Concern over global warming resulting from carbon dioxide emissions from human activity, primarily the combustion of fossil fuels, has led to the need to sequester carbon. If carbon dioxide sequestration is desired, the carbon monoxide can be reacted with steam using the water gas shift reaction to form carbon dioxide and hydrogen. Carbon dioxide may then be recovered using conventional technologies known in the art. This allows pre-combustion recovery of carbon dioxide for sequestration. Removal of the carbon dioxide leaves a fuel gas much richer in hydrogen. Unfortunately, there is an issue for low NOx combustion for these high hydrogen fuels.

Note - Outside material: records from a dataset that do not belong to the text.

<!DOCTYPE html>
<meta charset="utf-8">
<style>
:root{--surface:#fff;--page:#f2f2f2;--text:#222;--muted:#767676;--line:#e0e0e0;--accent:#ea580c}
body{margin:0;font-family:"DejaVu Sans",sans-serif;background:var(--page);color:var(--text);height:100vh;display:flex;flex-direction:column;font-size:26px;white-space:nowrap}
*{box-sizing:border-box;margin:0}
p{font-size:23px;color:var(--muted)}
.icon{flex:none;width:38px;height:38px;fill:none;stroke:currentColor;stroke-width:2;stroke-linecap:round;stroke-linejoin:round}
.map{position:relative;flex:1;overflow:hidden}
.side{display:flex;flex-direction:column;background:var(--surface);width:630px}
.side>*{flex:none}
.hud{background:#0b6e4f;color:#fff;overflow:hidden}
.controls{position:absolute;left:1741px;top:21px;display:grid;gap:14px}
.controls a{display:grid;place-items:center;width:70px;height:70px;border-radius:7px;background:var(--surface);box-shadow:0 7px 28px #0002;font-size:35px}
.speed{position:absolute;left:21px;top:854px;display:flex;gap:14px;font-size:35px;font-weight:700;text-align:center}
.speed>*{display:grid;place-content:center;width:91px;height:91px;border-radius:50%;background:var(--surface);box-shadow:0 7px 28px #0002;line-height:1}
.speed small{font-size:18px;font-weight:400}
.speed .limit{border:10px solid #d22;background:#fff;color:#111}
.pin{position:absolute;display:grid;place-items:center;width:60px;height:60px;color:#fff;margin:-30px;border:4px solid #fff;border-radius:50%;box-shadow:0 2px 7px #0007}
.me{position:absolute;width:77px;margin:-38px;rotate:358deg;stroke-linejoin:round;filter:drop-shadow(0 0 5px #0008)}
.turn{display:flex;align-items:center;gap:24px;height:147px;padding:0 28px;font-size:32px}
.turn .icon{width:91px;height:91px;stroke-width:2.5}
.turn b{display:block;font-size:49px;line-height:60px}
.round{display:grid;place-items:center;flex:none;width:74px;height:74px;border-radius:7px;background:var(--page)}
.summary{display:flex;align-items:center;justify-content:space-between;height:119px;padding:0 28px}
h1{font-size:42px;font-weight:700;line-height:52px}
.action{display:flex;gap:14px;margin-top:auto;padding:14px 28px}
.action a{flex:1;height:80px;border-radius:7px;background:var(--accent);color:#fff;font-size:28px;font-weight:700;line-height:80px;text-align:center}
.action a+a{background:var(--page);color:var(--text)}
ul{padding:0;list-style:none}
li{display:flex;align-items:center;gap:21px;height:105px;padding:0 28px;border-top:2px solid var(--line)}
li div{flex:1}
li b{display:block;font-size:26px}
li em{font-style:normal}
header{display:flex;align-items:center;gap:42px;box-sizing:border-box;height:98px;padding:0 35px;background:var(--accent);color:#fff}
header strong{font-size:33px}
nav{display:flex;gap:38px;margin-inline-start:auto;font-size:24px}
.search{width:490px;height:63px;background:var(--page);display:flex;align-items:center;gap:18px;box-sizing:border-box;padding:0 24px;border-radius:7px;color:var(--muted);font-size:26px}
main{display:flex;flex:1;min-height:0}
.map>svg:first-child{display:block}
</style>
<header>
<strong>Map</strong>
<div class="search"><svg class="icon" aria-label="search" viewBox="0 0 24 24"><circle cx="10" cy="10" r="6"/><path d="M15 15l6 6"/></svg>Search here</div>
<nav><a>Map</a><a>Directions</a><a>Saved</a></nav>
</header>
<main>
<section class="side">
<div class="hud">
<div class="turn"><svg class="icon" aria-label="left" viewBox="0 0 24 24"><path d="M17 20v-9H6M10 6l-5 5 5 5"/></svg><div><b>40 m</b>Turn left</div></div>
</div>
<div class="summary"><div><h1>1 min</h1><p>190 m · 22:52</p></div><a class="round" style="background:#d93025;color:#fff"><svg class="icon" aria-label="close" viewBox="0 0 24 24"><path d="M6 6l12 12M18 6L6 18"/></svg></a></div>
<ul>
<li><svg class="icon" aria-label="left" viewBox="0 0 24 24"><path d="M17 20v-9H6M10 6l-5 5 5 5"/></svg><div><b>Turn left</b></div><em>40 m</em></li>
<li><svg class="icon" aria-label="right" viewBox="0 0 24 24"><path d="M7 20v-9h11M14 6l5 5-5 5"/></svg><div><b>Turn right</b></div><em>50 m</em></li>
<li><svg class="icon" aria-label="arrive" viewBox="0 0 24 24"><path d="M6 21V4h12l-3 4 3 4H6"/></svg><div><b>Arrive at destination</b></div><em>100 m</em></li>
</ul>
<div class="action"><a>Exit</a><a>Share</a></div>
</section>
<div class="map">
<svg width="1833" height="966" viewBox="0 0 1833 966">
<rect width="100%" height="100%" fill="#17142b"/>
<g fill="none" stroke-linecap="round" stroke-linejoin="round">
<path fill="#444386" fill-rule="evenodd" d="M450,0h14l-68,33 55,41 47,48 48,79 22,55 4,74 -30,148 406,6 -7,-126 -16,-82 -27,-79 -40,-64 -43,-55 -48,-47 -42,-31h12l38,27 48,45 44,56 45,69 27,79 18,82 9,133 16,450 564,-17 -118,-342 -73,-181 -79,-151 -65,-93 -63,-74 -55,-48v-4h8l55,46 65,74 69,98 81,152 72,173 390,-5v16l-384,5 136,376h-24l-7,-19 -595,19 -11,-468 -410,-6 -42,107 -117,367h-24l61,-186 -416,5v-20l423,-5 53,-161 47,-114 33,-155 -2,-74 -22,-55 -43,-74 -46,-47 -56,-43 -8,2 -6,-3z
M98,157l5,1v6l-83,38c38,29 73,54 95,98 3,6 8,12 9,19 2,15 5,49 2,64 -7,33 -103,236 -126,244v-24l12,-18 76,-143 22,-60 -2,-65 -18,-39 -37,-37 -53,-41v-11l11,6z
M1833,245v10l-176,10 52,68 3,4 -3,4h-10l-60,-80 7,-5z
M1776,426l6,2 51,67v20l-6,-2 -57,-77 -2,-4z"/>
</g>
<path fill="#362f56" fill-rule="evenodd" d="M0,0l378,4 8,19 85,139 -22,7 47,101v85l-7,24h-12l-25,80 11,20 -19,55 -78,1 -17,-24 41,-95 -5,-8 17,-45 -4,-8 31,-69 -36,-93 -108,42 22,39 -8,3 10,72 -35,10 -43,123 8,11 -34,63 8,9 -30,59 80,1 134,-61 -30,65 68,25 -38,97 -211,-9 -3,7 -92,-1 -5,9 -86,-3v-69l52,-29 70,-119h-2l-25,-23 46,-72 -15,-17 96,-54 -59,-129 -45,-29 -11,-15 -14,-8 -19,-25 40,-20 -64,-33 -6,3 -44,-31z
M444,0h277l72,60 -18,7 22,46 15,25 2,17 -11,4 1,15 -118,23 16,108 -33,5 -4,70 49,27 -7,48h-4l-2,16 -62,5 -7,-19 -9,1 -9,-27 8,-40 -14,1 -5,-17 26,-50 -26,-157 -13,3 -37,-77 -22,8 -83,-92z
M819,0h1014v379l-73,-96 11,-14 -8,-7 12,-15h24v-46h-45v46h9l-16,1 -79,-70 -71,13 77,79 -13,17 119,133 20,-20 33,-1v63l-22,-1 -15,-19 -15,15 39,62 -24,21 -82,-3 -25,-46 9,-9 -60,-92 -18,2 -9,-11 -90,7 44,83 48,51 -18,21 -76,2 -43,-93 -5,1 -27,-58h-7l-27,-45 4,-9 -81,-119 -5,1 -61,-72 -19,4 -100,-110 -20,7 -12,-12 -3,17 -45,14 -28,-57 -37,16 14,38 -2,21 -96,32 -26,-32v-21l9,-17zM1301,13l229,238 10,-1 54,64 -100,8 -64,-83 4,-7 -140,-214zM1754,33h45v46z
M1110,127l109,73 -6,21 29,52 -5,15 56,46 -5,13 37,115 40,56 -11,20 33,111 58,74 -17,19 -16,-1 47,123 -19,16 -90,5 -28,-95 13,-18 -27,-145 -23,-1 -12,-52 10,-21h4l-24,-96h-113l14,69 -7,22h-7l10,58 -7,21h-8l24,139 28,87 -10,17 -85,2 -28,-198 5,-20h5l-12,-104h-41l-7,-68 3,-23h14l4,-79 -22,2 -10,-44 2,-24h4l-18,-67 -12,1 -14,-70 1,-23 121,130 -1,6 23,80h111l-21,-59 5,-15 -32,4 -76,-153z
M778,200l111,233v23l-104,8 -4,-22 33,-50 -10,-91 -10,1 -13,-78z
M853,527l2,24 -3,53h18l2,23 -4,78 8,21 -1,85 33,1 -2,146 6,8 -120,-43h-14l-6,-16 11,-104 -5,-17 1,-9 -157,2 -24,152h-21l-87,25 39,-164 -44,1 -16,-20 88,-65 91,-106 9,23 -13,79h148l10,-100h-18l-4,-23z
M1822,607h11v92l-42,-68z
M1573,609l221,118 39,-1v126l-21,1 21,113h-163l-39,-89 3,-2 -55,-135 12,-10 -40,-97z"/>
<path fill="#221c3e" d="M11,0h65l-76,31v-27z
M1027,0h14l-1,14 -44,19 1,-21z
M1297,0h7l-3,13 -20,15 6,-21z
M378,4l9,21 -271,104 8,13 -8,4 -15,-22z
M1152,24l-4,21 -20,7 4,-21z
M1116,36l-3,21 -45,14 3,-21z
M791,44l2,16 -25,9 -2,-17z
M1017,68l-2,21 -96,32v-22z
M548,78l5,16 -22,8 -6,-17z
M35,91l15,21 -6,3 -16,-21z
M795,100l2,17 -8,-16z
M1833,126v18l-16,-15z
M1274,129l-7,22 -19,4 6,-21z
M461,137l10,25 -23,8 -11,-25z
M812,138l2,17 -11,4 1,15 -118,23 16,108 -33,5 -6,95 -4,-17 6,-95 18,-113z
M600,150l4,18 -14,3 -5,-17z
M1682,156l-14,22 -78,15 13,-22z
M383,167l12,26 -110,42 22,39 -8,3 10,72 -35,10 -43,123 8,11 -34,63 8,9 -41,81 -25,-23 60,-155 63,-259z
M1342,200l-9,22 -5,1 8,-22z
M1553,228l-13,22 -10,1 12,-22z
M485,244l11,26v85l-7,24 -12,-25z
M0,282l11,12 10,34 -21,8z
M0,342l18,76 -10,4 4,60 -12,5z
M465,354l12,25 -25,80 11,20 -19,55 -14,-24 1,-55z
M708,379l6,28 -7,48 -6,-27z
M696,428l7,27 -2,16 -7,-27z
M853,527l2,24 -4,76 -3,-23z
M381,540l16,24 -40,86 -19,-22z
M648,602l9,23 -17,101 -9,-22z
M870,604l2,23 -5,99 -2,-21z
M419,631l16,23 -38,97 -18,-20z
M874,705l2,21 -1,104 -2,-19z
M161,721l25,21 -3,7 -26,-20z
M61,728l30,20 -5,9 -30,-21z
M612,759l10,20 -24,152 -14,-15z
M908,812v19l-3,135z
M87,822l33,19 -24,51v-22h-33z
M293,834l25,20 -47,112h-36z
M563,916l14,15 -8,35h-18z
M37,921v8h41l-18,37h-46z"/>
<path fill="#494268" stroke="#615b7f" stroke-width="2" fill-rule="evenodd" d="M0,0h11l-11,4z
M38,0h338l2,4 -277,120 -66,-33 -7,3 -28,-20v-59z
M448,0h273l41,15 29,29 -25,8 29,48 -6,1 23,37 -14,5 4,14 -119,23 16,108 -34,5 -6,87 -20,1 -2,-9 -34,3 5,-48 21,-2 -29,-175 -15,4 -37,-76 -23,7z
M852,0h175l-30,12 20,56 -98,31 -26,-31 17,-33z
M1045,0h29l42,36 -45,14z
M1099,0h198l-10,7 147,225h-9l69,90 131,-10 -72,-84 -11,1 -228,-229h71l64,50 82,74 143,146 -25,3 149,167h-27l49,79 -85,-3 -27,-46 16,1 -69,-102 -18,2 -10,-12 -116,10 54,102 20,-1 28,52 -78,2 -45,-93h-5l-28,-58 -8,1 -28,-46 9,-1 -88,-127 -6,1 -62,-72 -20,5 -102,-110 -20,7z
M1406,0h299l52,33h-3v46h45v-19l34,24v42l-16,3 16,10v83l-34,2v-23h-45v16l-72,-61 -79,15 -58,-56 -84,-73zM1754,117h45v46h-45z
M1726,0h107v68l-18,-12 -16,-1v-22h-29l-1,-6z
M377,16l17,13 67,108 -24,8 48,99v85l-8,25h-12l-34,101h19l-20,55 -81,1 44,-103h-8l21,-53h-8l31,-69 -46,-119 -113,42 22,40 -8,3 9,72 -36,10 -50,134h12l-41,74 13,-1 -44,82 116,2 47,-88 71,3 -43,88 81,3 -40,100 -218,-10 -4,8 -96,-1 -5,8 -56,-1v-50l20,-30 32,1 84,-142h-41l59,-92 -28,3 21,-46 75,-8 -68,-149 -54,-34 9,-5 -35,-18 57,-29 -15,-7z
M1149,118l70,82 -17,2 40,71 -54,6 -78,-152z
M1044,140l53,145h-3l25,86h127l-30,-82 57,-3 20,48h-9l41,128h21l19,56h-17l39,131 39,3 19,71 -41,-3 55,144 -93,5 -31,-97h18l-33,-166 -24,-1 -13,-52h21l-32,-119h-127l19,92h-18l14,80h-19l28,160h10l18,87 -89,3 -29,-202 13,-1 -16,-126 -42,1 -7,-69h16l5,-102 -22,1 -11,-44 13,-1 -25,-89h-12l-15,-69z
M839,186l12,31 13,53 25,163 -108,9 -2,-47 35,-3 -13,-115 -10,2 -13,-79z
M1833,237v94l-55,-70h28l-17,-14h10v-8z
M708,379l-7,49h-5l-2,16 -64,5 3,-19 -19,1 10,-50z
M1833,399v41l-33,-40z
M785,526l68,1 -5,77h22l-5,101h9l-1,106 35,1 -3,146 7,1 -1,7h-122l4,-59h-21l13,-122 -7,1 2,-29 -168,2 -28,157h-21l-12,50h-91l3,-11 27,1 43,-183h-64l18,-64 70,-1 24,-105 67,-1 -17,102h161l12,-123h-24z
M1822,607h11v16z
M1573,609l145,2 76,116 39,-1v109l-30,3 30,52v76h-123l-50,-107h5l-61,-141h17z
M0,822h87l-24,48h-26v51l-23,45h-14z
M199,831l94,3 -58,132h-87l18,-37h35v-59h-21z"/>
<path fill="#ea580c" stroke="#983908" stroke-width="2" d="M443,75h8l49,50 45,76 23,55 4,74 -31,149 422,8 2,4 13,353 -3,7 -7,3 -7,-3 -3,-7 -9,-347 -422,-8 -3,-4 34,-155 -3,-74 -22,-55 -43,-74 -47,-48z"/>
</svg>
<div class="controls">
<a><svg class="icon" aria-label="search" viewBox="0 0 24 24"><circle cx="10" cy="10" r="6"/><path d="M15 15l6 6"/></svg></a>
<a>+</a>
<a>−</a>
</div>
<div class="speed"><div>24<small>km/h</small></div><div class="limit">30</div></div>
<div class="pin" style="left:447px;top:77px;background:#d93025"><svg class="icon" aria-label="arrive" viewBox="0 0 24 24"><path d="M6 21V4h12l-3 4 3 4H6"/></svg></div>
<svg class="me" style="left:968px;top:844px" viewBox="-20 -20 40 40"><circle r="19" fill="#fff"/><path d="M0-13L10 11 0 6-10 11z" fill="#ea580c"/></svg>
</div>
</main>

As a result of the high flame speed of hydrogen, flashback is likely with premixed dry low NOx combustion systems. Flashback remains an issue with the use of syngas as well. Regardless of whether carbon dioxide is recovered or whether air or oxygen are used for syngas production, hydrogen content of the gas typically is too high to allow use of conventional dry low NOx premixed combustion for NOx control. Therefore, diffusion flame combustion is used typically with steam or nitrogen added as a diluent to the syngas from oxygen blown gasifiers to minimize NOx emissions. Even so, exhaust gas cleaning may still be required. Thus, such systems, though cleaner and more efficient, typically cannot achieve present standards for NOx emissions without NOx clean-up methods.
A further problem is that the presence of diluent in the fuel increases mass flow through the turbine often requiring the bleeding off of compressor discharge air to reduce turbine rotor stresses. Since bleed off of compressor air must be limited to allow sufficient air for combustion and turbine cooling, the amount of diluent which can be added to the fuel is limited. Typically, NOx cannot be reduced below about ten parts per million (“ppm”) without operational problems, including limited flame stability. There are further efficiency loss issues. If nitrogen is added to dilute the fuel gas, there is an energy penalty related to the need to compress the nitrogen to the pressure required for mixing with the fuel gas. In addition, use of syngas in a gas turbine designed for natural gas increases turbine mass flow even without dilution for NOx reduction. Typically, to avoid excessive loads on the turbine rotor, operation is at a reduced turbine inlet temperature and/or with bleed of compressed air from the turbine compressor. Low BTU gases also have a high content of diluents and may require rotor protection.
It has previously been shown that rich pre-combustion with transfer of reaction heat allows low NOx formation in diffusion flame combustion; for example, as taught in U.S. Publication No. 2007/0037105 (U.S. patent application Ser. No. 11/439,727). Using a reactor such as that described in U.S. Pat. No. 6,394,791, the content of which is incorporated herein, the stoichiometric flame front temperature (“SFFT”) of high hydrogen content fuels can be reduced sufficiently to provide ultra-low NOx combustion. Unfortunately, some high hydrogen fuels are difficult to safely premix.